An Overview of the Works
Let us begin our “looking” with an overview of the works, beginning with the BT.
The Bayeux Tapestry, or rather “Canterbury Embroidery”, was commissioned by Odo Earl of Kent and Bishop of Bayeux, William’s maternal half-brother. It was created in Canterbury, England during the 1070s, probably by monks, in order to celebrate the invasion and conquest of England in Sept. 1066 by the Normans. It is 50 cms high and 70 metres long.
It is difficult to know who exactly was the “creator” of this work as it was a collaborative work administered by William’s half brother Odo. He must have had a team of people working under him, but who created the overall design of the work, how this work was delegated to others to complete, the sequence of events which were to be depicted, and how they were to be depicted, remains a mystery as no record was kept or survived. It is also unknown who organised and designed the very large number of smaller, often animal, images above and below the main middle panel.
We have two images of Odo in the TP itself, one of him eating and talking to William before the battle (P44) (sitting on the left under the roof of some kind of building or shelter) and another of him in battle on horseback wielding a club (P54).
My interpretation of this images is given at the end of this essay.
One way to look at the BT as a whole is a montage of all 35 panels/”events” of Schriver’s online edition.
Or even better, to go to the Bayeux Museum website to see the “long ribbon” or “panorama” of images (some 58 numbered “panels” and scroll across them from one end to the other: panorama
Compare this panoramic view with the view of just one of these panels which contains considerable detail. One such panel is Panel 53 which shows injured horses in battle with the typical added details of images in the top and bottom smaller panels (in most cases animals but here injured and dead soldiers as well):
Now for an overview of the second work “Guernica”.
The creator is definitely the famous and great “Cubist” painter Pablo Picasso (1881-1973).
The painting “Guernica” was a mural which was commissioned by the Spanish republican government for the International Exposition held in Paris between May and November 1937. It was intended as a protest of the bombing of the Basque town of Guernica on 26 April 1937 by planes from the German (Nazi) air force to aid Franco during the Spanish Civil War.
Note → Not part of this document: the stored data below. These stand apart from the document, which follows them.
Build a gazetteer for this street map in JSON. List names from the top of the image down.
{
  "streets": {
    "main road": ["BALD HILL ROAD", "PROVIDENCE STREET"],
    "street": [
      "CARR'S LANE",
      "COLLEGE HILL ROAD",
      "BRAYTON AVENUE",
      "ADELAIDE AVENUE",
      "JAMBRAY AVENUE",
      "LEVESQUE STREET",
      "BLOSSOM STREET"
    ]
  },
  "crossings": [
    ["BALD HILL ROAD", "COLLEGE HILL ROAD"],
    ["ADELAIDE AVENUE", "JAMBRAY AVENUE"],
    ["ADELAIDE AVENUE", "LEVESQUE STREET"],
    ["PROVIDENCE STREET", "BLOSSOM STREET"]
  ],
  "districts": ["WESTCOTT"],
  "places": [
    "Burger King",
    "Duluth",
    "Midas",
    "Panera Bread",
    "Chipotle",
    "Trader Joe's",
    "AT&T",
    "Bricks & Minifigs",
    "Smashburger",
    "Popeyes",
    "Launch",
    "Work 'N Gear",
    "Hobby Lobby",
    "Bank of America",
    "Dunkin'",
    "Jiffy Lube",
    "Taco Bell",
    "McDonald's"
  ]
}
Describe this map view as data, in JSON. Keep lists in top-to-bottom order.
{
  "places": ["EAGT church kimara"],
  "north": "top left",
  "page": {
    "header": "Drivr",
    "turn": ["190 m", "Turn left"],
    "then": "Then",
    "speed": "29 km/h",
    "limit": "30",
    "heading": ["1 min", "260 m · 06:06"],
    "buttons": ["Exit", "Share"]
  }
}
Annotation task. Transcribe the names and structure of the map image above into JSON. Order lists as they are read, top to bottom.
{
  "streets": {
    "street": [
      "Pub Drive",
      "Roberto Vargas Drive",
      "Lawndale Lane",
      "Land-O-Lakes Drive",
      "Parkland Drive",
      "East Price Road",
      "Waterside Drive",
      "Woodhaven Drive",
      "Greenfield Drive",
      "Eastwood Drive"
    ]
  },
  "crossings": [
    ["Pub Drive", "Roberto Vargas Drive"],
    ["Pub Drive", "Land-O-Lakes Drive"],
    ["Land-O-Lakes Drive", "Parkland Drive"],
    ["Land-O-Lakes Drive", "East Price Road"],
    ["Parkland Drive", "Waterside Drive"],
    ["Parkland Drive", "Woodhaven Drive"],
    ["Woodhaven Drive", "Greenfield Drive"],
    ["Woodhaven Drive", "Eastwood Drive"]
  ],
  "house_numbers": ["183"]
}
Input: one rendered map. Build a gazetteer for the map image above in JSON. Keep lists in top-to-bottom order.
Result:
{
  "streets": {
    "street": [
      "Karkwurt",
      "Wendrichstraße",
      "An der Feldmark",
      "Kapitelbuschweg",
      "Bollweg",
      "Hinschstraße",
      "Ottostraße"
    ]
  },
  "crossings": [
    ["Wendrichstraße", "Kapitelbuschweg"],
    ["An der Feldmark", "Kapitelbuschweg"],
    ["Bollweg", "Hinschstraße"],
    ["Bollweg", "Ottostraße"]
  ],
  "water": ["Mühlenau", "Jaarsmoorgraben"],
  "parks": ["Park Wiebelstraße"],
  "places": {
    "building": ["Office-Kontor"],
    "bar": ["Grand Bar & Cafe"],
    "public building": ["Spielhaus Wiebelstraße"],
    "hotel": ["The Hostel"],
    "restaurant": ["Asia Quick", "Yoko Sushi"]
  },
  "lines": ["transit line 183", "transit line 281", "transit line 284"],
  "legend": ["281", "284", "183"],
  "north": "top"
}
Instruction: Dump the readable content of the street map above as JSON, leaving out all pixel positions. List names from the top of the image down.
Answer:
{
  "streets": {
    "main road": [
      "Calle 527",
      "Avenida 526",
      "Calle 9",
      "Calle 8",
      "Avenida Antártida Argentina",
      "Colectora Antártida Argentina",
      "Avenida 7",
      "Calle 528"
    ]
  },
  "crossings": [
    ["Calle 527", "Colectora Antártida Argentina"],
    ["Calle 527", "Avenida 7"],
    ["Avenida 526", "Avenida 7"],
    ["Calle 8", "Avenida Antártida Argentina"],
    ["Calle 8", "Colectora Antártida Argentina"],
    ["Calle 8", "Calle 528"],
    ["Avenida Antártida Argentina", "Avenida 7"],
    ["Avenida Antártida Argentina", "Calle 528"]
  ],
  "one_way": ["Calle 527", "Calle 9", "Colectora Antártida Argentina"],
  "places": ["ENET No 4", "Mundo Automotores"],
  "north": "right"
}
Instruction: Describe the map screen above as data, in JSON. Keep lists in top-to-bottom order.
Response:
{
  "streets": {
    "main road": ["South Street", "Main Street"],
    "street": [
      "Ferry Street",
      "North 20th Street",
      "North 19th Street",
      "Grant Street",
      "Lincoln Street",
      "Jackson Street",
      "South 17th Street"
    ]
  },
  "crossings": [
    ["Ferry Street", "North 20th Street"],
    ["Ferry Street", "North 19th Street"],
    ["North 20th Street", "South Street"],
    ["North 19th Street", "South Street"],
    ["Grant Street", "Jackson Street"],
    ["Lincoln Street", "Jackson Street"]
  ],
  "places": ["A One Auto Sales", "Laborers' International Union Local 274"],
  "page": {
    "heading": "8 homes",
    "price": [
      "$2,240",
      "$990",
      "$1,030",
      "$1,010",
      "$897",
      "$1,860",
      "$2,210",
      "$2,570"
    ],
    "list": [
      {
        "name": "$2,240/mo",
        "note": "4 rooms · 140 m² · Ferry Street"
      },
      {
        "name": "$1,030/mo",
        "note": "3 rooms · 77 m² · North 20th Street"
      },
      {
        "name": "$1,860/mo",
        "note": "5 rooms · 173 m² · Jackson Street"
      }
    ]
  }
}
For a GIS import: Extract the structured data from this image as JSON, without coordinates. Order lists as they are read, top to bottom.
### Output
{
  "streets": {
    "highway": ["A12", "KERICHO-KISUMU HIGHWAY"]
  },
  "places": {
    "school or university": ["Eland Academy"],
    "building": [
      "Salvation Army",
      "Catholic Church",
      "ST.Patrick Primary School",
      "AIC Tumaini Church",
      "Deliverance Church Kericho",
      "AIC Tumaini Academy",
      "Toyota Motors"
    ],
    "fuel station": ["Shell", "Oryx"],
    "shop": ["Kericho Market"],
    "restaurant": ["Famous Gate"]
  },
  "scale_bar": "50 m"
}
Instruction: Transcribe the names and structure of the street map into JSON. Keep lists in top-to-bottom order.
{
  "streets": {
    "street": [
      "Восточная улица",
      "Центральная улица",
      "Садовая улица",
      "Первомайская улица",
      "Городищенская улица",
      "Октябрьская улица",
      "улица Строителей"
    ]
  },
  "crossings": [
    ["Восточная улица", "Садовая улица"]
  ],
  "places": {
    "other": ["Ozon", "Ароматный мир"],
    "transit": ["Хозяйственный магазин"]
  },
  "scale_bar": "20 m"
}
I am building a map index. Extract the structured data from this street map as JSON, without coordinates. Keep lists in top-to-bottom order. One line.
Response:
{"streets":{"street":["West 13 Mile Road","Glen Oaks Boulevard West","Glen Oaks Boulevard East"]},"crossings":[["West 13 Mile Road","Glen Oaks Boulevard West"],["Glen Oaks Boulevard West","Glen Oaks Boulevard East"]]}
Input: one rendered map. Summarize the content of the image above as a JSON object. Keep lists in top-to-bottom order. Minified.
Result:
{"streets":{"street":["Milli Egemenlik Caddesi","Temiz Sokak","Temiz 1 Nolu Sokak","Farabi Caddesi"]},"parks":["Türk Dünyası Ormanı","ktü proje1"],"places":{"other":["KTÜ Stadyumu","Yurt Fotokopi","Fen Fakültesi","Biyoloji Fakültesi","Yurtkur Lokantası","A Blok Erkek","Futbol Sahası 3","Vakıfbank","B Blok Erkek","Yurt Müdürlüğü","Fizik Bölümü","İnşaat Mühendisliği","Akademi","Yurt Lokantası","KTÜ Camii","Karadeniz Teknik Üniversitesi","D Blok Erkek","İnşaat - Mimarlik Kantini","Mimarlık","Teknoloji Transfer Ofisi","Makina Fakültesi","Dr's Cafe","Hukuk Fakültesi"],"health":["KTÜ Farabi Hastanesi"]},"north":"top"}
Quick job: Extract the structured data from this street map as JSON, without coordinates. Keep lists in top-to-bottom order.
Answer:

It is 3.49 metres high and 7.76 metres wide.
A Brief Interlude
This is a heads-up of what is to come: a montage of 5 common elements of the works with 1 example from each work:
- dead and decapitated soldiers
- an injured horse
- a burning building
- a light
- a woman
A more detailed discussion of each work follows, in reverse chronological order.
The finished painting can appear confusing to first-time viewers because of the jumble of images and the cubist style used by Picasso:
This early sketch from 6 May 1937 as Picasso was planning the final form of the painting gives a simpler idea of what he had in mind:
In my analysis of the painting I have identified ten major components:
The painting has a pyramidal structure (red lines) and contains the following components:
- the bull
- the grieving woman with her dead child
- the fallen statue of a warrior, with its head broken off
- the bird flying from the wound in the side of the horse
- the image of the sun or electric light
- the wounded horse with a gash in its side
- the sprouting flower
- the woman with the lamp leaning out of the burning building
- the woman fleeing the burning building
- the woman falling from the burning building
The significance and meaning of the various images within the painting are not entirely clear and there have been different explanations offered by art critics and historians over the years.
My summary interpretation is that Picasso is showing us the effects of a bombing raid on innocent civilians and animals in a small town, by shining some light on these appalling events, in the hope that this will arouse outrage and opposition among the public, and that this is a warning of what might happen to the rest of Europe if fascism/nazism is not stopped.
Let us examine each one in more detail.
1.) the bull and 2.) the grieving “weeping” woman with her dead child – the bull might be a symbol of the Spanish people and their strength in opposing injustice and misfortune. It seems to be standing in a protective stance to shield the inhabitants of the town; the women is weeping as she holds her child which has been killed in the bombardment of the town. Note that Picasso did many pictures of bulls and horses in his studies of bull fights, and many pictures of weeping women.
3.) the fallen statue of a warrior, with its head broken off – in the sketch shown above the warrior is a real man but here he is a statue which has been knocked over in the blast and broken into pieces. The head has been separated and the arm holding a sword has broken off and is in pieces. This could represent the local armed forces which should have protected the town from attack but did not. The statue and the bull are the only male figures in the painting. The others (4) are women.
4.) the bird flying from the wound in the side of the horse – this might represent the soul of a living creature which is departing the dead or dying body.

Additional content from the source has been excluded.